Lors de son discours au congrès de l’Union sacrée, le président de la République Démocratique du Congo (RDC), Félix Tshisekedi, a réaffirmé son engagement en faveur d’un dialogue national inclusif tout en rejetant fermement toute forme de médiation étrangère.
Félix Tshisekedi a insisté sur le fait que le dialogue, qui est un outil essentiel pour la réconciliation et l’unité nationale, doit être porté par les Congolais eux-mêmes, sans ingérence extérieure.
« Je suis un homme de dialogue. Je vais me servir de cet instrument pour rassembler les Congolais et les réunir autour d’un idéal commun », a-t-il déclaré, soulignant ainsi sa vision d’un processus qui ne doit pas être conditionné par des acteurs étrangers.
Le président congolais a précisé que les Congolais n’ont pas besoin de “facilitateur” extérieur pour résoudre leurs problèmes internes, ajoutant que « le dialogue doit être une initiative purement congolaise ».
Ce rejet de médiation se distingue d’une série d’appels internationaux en faveur d’une négociation supervisée par des tiers, dont celui de l’ex-président sud-africain Thabo Mbeki, qui avait proposé une initiative de dialogue inclusif.
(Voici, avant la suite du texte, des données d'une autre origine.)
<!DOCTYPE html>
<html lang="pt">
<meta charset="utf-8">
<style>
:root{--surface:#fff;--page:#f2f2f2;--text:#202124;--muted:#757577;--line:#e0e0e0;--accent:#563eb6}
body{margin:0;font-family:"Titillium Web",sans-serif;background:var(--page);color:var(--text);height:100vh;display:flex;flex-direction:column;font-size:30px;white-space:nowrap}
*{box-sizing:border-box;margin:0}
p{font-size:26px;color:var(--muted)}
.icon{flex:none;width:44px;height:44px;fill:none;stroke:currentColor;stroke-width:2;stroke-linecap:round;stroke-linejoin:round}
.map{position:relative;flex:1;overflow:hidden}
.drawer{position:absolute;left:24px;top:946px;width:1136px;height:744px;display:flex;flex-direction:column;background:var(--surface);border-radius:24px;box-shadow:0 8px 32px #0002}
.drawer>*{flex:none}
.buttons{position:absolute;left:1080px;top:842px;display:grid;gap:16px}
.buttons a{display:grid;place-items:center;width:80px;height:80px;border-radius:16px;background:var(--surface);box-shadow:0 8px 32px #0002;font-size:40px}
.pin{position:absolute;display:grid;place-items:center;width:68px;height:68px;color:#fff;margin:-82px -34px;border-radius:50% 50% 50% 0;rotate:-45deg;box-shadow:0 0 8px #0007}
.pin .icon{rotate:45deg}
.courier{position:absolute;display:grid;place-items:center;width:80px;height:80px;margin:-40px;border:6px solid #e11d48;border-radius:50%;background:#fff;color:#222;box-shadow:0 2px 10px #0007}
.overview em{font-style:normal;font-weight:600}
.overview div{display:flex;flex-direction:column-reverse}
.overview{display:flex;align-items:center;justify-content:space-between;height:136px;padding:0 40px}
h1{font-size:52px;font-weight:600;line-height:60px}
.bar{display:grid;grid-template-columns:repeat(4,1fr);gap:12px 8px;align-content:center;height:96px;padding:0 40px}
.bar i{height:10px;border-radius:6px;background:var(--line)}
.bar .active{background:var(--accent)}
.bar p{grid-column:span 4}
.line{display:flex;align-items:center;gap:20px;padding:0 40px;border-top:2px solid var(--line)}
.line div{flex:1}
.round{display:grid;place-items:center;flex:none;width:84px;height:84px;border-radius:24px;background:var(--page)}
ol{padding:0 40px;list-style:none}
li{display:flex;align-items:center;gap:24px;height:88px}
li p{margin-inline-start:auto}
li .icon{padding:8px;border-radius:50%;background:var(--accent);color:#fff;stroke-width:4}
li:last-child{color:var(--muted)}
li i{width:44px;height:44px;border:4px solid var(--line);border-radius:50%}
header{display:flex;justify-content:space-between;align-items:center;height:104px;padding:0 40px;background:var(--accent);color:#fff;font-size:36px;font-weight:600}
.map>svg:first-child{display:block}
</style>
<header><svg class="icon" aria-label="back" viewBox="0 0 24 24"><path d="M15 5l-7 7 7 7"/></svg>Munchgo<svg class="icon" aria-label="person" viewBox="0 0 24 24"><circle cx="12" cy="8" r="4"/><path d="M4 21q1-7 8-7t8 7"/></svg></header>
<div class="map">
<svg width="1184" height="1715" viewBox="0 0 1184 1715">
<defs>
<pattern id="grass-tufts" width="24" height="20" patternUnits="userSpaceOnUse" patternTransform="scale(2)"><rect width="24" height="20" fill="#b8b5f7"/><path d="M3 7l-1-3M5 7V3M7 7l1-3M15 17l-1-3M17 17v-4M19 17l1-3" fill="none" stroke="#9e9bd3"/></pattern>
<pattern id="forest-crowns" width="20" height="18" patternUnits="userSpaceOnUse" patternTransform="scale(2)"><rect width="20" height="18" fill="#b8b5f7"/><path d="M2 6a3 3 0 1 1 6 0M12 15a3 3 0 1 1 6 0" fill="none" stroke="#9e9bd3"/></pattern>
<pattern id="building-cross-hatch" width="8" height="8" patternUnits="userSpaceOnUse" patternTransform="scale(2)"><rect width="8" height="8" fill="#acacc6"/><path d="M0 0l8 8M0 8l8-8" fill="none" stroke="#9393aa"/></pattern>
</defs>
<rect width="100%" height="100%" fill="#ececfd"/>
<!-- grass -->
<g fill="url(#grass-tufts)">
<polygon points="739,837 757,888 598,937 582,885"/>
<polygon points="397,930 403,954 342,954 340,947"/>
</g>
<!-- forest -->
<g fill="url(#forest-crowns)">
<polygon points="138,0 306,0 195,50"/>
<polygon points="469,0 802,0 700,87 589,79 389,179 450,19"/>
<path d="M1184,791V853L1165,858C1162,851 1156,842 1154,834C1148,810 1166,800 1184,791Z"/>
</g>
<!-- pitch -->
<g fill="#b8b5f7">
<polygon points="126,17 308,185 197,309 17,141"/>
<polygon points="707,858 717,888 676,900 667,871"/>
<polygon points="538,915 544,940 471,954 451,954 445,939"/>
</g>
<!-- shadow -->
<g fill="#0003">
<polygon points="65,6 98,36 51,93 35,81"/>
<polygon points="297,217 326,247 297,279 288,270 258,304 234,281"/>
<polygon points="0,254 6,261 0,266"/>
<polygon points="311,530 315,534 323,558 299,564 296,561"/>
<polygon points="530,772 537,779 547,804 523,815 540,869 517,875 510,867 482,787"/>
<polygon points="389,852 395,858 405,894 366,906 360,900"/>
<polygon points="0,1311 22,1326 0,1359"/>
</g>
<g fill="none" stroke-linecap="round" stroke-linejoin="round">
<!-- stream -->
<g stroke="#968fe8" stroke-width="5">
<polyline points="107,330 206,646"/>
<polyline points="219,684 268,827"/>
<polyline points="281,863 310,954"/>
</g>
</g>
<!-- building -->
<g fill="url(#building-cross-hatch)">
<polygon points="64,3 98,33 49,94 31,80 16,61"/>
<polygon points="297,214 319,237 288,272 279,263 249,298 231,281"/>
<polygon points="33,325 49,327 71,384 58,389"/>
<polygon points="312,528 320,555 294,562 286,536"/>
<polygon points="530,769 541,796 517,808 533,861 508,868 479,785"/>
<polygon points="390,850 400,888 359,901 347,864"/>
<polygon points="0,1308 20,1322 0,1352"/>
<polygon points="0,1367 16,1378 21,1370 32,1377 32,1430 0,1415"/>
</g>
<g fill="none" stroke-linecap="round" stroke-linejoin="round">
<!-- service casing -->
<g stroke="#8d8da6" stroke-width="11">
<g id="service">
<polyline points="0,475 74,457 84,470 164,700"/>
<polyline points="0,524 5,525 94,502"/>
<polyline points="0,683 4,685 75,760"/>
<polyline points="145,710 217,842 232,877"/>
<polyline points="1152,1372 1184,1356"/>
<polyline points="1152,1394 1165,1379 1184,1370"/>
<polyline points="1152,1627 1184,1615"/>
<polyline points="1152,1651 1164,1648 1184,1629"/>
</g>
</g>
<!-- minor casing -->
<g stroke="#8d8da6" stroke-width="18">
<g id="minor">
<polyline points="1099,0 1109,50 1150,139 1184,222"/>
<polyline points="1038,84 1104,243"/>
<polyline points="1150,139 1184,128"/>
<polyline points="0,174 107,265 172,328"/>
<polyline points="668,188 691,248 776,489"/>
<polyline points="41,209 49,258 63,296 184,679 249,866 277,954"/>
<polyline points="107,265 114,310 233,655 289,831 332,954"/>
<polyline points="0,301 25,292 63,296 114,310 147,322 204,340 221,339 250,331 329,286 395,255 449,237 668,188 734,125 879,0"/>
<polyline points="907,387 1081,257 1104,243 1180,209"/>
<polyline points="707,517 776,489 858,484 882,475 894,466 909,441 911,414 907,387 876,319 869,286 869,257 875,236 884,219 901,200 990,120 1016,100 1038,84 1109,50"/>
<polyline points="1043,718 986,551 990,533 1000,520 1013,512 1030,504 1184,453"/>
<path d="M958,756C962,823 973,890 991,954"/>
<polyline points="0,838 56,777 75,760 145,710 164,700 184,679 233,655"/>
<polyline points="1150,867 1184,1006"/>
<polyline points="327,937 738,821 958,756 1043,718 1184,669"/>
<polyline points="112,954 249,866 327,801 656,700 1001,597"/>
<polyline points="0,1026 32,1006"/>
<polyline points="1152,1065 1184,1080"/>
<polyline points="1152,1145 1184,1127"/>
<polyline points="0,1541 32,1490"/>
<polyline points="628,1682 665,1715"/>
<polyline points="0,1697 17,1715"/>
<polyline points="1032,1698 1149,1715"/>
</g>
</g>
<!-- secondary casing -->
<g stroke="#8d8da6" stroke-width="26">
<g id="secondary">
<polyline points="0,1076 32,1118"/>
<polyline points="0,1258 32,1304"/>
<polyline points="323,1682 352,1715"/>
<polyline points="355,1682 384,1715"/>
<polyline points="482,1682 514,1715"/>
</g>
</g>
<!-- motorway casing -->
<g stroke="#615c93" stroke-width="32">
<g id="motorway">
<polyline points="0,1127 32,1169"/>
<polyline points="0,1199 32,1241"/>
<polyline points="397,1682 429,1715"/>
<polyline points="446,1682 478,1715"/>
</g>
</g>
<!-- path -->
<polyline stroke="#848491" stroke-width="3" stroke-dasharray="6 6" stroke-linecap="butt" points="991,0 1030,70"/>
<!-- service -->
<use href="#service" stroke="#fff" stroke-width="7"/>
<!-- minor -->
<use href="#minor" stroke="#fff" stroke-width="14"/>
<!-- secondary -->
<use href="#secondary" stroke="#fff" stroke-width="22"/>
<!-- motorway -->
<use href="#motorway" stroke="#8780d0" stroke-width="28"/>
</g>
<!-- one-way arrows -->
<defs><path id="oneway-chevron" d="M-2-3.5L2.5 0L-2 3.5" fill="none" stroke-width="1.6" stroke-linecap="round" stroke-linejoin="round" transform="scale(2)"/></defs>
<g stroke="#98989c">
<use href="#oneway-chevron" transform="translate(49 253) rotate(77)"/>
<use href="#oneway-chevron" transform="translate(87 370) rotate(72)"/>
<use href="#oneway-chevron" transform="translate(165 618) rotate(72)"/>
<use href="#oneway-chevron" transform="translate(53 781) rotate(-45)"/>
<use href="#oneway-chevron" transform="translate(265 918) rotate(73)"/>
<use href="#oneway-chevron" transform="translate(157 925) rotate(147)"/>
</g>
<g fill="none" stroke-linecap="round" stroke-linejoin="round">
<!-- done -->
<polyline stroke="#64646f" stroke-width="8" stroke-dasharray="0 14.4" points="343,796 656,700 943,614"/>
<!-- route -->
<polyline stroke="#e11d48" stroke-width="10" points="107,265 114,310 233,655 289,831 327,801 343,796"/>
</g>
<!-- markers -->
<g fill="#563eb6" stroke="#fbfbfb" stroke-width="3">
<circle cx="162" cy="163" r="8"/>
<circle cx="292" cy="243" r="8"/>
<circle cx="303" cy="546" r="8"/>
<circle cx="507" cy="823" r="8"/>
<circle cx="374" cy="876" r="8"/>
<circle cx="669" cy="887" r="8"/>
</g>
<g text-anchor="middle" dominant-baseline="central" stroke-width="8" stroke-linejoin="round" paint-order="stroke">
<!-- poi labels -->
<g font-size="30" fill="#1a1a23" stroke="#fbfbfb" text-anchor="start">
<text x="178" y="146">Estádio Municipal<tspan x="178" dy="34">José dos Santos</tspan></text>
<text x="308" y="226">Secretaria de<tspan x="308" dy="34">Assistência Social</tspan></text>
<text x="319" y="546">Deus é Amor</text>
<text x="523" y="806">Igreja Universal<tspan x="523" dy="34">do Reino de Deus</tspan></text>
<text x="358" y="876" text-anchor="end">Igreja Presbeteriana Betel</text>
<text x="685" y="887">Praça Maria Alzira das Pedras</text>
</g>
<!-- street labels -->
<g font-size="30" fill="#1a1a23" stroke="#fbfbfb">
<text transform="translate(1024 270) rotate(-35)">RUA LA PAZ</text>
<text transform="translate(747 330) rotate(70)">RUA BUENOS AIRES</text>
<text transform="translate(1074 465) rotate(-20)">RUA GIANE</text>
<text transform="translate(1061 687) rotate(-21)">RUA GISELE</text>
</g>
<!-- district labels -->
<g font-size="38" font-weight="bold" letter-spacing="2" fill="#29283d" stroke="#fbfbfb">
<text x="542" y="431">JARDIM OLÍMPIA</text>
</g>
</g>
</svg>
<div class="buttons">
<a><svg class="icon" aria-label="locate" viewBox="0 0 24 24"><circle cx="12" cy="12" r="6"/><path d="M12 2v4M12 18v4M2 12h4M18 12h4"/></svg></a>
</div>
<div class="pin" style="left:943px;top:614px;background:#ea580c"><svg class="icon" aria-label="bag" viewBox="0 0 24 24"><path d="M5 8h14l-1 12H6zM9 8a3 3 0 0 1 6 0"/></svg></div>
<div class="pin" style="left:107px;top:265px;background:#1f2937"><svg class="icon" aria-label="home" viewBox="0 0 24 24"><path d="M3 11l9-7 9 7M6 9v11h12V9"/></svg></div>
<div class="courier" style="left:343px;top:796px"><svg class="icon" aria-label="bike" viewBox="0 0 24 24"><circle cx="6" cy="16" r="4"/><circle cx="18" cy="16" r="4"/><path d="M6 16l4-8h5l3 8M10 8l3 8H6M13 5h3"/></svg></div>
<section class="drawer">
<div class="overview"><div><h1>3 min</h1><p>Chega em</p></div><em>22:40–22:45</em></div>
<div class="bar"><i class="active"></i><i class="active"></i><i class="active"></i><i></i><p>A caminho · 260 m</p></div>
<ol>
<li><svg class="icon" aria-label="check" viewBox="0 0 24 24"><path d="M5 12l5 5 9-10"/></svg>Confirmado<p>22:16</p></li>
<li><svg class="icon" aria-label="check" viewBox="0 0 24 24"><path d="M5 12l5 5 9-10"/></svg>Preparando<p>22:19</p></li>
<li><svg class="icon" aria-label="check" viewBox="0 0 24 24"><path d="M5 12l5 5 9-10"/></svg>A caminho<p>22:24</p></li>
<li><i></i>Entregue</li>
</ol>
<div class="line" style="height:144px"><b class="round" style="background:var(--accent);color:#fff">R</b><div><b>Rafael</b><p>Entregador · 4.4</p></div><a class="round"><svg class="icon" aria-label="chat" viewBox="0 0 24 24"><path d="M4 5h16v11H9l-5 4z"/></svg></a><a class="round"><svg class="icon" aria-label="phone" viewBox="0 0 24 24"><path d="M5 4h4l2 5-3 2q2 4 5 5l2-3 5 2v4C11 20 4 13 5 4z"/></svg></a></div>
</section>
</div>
Cette position de Félix Tshisekedi survient après que le gouvernement congolais ait récemment rejeté l’invitation à un dialogue inclusif en RDC, lancée par l’ancien président sud-africain Thabo Mbeki. Cette initiative visait à réunir l’ensemble des parties prenantes, y compris le gouvernement, l’opposition et la société civile, pour discuter de la situation politique et sécuritaire du pays.
Cependant, le gouvernement congolais a jugé cette proposition inopportune et incompatible avec la souveraineté du pays, insistant sur le fait que toute initiative de dialogue devrait se dérouler sous l’impulsion du pouvoir congolais, sans médiation extérieure.
Outre le rejet de la médiation extérieure, Félix Tshisekedi a également profité de cette occasion pour dénoncer les violences armées qui continuent de ravager certaines régions de la RDC, notamment dans l´Est du pays.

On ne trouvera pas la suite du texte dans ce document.